Records from a data source:
..............................

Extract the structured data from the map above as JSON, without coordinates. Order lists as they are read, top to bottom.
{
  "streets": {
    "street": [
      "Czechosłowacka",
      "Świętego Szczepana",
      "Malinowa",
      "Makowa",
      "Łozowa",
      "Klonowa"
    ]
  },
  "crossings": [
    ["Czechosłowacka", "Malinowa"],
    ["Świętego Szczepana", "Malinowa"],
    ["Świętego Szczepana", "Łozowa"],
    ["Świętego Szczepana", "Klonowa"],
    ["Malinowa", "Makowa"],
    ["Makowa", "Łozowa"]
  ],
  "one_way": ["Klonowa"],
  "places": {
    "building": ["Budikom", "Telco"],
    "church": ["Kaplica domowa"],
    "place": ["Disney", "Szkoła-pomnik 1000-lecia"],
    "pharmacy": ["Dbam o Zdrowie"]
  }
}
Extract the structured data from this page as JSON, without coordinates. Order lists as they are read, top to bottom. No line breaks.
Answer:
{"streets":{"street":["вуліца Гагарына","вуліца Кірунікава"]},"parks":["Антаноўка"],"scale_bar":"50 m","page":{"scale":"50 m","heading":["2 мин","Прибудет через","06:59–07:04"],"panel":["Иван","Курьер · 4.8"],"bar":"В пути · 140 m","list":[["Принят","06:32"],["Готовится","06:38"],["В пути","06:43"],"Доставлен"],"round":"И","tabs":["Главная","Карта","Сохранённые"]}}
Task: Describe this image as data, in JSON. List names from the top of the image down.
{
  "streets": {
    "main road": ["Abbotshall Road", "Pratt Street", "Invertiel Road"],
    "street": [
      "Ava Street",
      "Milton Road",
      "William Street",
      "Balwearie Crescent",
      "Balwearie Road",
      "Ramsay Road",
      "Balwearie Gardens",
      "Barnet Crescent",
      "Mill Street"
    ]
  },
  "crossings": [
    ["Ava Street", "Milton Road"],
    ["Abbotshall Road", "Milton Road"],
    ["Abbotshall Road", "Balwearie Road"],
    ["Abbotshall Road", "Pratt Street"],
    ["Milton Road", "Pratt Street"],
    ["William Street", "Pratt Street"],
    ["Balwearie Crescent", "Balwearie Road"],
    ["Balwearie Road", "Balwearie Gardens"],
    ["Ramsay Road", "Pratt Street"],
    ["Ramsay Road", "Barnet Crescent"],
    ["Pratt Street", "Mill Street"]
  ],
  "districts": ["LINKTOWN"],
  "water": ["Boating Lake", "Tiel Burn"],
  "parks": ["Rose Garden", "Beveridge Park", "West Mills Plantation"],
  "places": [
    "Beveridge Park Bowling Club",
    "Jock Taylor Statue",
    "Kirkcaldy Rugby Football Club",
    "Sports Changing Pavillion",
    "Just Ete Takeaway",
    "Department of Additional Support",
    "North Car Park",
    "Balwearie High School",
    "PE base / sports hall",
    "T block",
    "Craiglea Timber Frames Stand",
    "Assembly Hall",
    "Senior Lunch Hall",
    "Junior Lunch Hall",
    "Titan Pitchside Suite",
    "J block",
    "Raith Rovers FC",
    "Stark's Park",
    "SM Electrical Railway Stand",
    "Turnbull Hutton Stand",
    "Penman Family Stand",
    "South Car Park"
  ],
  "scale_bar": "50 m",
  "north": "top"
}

..............................

### Task requirements
Show every line above in which the word "Malinowa" occurs.

### Output for this task
      "Malinowa",
    ["Czechosłowacka", "Malinowa"],
    ["Świętego Szczepana", "Malinowa"],
    ["Malinowa", "Makowa"],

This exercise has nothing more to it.